Symptoms:
- You see that bosh cluster creation tasks fail with prestart script messages similar to the following:
Task 1622 | 17:15:17 | Updating instance master: master/61c97315-7d6a-40fb-9ff9-69cb76bb776e (0) (canary) (00:02:10) L Error: Action Failed get_task: Task d22e5fef-ee12-4951-58fa-bdbf205a42e2 result: 2 of 7 pre-start scripts failed. Failed Jobs: pks-nsx-t-prepare-master-vm, pks-nsx-t-ncp. Successful Jobs: etcd, bpm, bosh-dns, syslog_forwarder, ncp. Task 1622 | 17:17:27 | Error: Action Failed get_task: Task d22e5fef-ee12-4951-58fa-bdbf205a42e2 result: 2 of 7 pre-start scripts failed. Failed Jobs: pks-nsx-t-prepare-master-vm, pks-nsx-t-ncp. Successful Jobs: etcd, bpm, bosh-dns, syslog_forwarder, ncp.
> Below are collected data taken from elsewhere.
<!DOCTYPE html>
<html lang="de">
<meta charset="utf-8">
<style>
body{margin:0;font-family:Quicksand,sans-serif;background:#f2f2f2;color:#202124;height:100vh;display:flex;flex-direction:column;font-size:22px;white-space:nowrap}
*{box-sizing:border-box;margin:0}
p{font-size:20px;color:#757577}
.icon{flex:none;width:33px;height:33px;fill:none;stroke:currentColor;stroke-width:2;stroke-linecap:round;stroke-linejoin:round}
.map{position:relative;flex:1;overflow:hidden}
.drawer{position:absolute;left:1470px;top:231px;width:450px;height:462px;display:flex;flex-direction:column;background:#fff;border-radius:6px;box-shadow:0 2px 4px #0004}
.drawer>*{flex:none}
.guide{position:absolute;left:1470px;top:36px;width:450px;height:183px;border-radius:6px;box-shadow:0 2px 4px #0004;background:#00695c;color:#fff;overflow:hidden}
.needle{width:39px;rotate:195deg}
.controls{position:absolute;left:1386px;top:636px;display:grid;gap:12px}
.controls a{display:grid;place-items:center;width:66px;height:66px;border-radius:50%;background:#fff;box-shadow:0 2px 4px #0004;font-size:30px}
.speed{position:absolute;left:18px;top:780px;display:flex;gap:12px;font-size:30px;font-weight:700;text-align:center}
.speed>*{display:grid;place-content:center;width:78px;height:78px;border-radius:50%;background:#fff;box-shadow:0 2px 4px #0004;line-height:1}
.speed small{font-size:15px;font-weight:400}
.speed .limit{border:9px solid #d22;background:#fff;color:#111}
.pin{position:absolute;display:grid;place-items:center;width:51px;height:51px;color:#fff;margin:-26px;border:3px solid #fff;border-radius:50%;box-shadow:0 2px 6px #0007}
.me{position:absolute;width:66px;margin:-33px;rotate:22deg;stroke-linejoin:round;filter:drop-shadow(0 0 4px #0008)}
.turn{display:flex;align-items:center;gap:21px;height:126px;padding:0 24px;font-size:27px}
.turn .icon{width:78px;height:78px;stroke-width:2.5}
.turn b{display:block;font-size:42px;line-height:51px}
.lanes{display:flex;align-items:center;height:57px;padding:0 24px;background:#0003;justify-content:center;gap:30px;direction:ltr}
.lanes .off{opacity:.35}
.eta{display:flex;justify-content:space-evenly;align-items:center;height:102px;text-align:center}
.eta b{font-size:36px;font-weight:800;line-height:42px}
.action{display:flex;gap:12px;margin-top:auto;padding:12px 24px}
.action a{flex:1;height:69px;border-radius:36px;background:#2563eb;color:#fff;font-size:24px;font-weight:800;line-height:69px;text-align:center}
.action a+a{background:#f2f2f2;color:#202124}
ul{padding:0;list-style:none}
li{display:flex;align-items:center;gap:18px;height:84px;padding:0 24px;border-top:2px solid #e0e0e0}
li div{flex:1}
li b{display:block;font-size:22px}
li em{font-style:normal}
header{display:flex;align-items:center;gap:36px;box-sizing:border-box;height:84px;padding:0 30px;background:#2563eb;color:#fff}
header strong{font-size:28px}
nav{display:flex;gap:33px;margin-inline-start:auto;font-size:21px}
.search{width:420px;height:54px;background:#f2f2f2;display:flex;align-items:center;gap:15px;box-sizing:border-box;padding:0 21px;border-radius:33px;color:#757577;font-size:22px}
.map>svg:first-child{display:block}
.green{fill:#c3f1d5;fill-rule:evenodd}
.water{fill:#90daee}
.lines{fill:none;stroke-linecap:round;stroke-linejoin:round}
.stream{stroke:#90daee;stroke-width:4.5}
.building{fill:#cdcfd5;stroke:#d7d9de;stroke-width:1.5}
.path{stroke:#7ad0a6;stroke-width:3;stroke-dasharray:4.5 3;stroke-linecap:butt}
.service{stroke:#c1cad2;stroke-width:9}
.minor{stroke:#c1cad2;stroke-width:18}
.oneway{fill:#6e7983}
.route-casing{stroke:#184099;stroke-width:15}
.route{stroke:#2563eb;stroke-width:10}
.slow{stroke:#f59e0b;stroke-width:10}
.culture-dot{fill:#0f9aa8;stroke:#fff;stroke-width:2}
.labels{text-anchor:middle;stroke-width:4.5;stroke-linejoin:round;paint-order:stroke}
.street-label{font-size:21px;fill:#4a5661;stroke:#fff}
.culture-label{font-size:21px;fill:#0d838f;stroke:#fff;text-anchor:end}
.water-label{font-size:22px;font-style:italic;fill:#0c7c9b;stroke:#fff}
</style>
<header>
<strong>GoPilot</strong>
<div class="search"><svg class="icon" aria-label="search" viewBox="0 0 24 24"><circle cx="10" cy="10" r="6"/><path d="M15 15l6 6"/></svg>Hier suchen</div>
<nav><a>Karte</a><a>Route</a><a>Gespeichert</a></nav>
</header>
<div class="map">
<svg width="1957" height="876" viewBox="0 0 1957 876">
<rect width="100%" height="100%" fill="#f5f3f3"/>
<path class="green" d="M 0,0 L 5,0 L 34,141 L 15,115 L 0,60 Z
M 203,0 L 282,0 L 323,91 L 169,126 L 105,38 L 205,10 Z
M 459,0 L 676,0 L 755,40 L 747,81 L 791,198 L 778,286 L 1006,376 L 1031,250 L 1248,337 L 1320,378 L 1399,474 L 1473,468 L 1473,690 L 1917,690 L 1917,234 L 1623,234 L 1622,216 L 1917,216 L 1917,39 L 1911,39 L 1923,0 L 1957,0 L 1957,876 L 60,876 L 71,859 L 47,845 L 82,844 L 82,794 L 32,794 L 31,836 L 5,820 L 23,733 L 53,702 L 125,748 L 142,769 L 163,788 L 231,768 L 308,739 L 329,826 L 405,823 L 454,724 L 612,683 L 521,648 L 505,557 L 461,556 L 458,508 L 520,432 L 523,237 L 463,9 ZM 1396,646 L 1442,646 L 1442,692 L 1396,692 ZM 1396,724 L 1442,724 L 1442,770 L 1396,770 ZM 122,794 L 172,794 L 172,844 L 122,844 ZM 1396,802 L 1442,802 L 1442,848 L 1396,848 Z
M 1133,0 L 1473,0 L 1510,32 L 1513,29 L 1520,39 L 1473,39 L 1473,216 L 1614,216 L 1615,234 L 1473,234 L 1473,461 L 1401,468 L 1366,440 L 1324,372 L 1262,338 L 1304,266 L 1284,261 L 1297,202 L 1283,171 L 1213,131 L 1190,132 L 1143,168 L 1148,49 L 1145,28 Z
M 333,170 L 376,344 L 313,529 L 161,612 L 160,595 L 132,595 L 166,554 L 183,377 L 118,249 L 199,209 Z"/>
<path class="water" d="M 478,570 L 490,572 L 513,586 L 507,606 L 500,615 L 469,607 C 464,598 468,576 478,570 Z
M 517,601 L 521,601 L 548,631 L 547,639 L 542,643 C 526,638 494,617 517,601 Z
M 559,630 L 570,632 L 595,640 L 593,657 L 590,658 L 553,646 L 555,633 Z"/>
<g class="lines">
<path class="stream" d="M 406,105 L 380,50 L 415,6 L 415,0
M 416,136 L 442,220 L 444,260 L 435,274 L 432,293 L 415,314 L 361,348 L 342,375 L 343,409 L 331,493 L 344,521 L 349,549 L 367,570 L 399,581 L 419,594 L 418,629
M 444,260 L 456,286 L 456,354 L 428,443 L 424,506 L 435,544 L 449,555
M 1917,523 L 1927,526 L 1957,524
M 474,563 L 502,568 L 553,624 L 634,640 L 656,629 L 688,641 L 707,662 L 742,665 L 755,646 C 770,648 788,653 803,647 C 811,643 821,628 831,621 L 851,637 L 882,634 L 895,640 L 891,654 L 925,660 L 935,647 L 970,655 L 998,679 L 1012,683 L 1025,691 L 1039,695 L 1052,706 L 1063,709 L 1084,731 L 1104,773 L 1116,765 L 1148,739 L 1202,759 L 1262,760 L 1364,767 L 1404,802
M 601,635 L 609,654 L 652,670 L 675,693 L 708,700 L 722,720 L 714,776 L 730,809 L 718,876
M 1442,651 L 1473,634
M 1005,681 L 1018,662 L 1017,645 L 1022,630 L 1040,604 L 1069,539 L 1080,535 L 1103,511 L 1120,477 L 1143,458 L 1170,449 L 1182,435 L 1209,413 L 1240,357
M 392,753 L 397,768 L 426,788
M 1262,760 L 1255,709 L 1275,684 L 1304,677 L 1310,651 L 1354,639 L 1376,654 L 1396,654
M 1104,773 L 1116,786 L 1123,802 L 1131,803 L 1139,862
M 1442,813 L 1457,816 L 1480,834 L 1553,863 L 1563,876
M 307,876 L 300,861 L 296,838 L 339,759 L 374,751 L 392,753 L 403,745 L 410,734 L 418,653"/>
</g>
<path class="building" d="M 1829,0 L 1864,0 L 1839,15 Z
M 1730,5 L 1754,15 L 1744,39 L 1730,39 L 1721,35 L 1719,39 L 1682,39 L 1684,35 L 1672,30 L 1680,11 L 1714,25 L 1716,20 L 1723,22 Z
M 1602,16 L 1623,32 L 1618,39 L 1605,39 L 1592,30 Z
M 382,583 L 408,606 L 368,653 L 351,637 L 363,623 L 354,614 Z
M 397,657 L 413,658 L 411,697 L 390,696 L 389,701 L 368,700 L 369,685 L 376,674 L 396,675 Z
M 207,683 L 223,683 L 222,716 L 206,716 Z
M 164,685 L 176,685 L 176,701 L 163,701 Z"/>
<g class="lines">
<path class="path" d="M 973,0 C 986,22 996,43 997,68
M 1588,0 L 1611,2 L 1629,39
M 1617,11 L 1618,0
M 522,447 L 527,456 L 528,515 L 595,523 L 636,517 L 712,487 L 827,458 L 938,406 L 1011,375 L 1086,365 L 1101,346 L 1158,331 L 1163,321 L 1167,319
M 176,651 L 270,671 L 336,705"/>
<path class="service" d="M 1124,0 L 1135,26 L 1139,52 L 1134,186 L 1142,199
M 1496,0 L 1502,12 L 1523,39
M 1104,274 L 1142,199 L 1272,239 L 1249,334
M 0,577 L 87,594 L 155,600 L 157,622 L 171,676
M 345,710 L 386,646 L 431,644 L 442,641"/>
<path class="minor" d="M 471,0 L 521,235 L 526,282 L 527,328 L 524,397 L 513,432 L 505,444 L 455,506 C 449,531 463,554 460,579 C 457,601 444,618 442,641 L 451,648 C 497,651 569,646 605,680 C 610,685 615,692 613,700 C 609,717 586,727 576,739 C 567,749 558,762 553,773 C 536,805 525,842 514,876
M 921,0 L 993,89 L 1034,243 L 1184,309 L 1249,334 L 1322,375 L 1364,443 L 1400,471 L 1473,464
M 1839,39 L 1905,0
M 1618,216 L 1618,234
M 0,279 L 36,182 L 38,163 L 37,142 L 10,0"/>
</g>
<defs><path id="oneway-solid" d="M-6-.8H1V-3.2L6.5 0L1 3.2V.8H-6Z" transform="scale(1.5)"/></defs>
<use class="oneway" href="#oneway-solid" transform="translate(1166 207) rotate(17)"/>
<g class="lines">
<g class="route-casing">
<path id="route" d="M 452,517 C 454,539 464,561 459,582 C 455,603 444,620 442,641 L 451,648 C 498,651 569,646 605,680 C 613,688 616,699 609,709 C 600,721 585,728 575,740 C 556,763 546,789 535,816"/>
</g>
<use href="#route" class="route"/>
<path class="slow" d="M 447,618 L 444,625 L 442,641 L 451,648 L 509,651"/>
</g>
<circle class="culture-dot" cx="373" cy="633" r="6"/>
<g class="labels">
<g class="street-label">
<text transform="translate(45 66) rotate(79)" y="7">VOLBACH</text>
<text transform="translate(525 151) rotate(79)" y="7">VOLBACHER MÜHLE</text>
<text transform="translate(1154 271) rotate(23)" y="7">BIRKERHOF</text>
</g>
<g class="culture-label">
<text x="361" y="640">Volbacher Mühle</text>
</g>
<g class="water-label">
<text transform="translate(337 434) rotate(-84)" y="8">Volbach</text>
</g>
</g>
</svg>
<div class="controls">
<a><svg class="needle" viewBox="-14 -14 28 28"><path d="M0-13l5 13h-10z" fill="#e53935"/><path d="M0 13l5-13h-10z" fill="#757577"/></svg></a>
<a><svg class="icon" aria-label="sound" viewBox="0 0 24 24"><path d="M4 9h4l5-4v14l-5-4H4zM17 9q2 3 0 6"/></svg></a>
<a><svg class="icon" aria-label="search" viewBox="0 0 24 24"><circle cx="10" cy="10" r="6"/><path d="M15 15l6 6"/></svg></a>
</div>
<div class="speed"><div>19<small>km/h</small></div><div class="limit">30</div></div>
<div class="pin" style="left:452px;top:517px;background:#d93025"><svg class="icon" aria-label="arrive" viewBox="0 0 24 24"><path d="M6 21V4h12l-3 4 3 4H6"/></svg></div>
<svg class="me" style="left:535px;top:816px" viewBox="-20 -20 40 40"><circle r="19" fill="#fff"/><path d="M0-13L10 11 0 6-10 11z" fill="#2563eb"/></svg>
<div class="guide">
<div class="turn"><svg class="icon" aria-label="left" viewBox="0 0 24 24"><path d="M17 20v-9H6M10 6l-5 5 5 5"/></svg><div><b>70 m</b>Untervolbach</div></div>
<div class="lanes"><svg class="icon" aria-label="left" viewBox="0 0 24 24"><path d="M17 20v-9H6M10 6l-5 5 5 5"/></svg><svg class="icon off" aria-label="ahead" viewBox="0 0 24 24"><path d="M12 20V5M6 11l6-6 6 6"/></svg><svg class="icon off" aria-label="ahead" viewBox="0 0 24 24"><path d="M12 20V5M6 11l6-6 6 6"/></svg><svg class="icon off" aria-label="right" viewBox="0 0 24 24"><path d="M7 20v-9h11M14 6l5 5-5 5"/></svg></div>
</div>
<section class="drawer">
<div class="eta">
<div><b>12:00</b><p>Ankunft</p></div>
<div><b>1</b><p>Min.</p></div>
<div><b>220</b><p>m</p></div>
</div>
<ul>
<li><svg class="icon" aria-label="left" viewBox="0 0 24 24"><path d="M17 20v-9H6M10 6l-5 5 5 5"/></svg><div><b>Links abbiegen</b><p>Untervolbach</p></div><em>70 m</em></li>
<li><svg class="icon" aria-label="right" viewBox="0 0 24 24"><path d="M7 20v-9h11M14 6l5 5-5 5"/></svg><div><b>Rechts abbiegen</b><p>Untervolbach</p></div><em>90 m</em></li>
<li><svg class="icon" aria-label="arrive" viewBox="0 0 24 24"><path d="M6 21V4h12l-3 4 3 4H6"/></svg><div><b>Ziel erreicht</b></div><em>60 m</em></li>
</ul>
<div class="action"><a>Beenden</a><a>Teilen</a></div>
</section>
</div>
- While accessing the cluster, you see that a master or worker has failed to start
- After gathering bosh deployments logs,you see messages similar to the following in /<service-instanceID>/pks-nsx-t-prepare-master-vm/pre-start.stdout.log:
Registering client certificate Get https://<NSX-MANAGER-FQDN>/api/v1/trust-management/principal-identities: dial tcp: lookup <NSX-MANAGER-FQDN> on <DNS-SERVER-IP>:53: read udp <BOSH-VM-IP>:59503-><DNS-SERVER-IP:53: i/o timeout
- You see messages similar to the following in the deployment logs under /<service-instanceID>/bosh-dns/bosh_dns.stdout.log:
[FailoverRecursor] 2020/08/21 19:19:27 INFO - shifting recursor preference: <DNS-SERVER-IP>
[ForwardHandler] 2020/08/21 19:19:27 DEBUG - error recursing to "<DNS-SERVER-IP>:53": read udp <BOSH-VM-IP>:59882-><DNS-SERVER-IP>:53: i/o timeout
[FailoverRecursor] 2020/08/21 19:19:27 INFO - shifting recursor preference: <DNS-SERVER-IP>:53
[ForwardHandler] 2020/08/21 19:19:29 DEBUG - error recursing to "<DNS-SERVER-IP>": read udp <BOSH-VM-IP>:54326-><DNS-SERVER-IP>: i/o timeout
[ForwardHandler] 2020/08/21 19:19:29 INFO - handlers.ForwardHandler Request [1] [<DNS-SERVER-FQDN>.] 2 [no response from recursors] 4000914000ns
[ForwardHandler] 2020/08/21 19:19:29 DEBUG - error recursing to "<DNS-SERVER-IP>": read udp <BOSH-VM-IP>:43965-><DNS-SERVER-IP>: i/o timeout
[ForwardHandler] 2020/08/21 19:19:29 INFO - handlers.ForwardHandler Request [28] [<DNS-SERVER-FQDN>.] 2 [no response from recursors] 4001378000ns
Note: The preceding log excerpts are only examples. Date, time, and environmental variables may vary depending on your environment.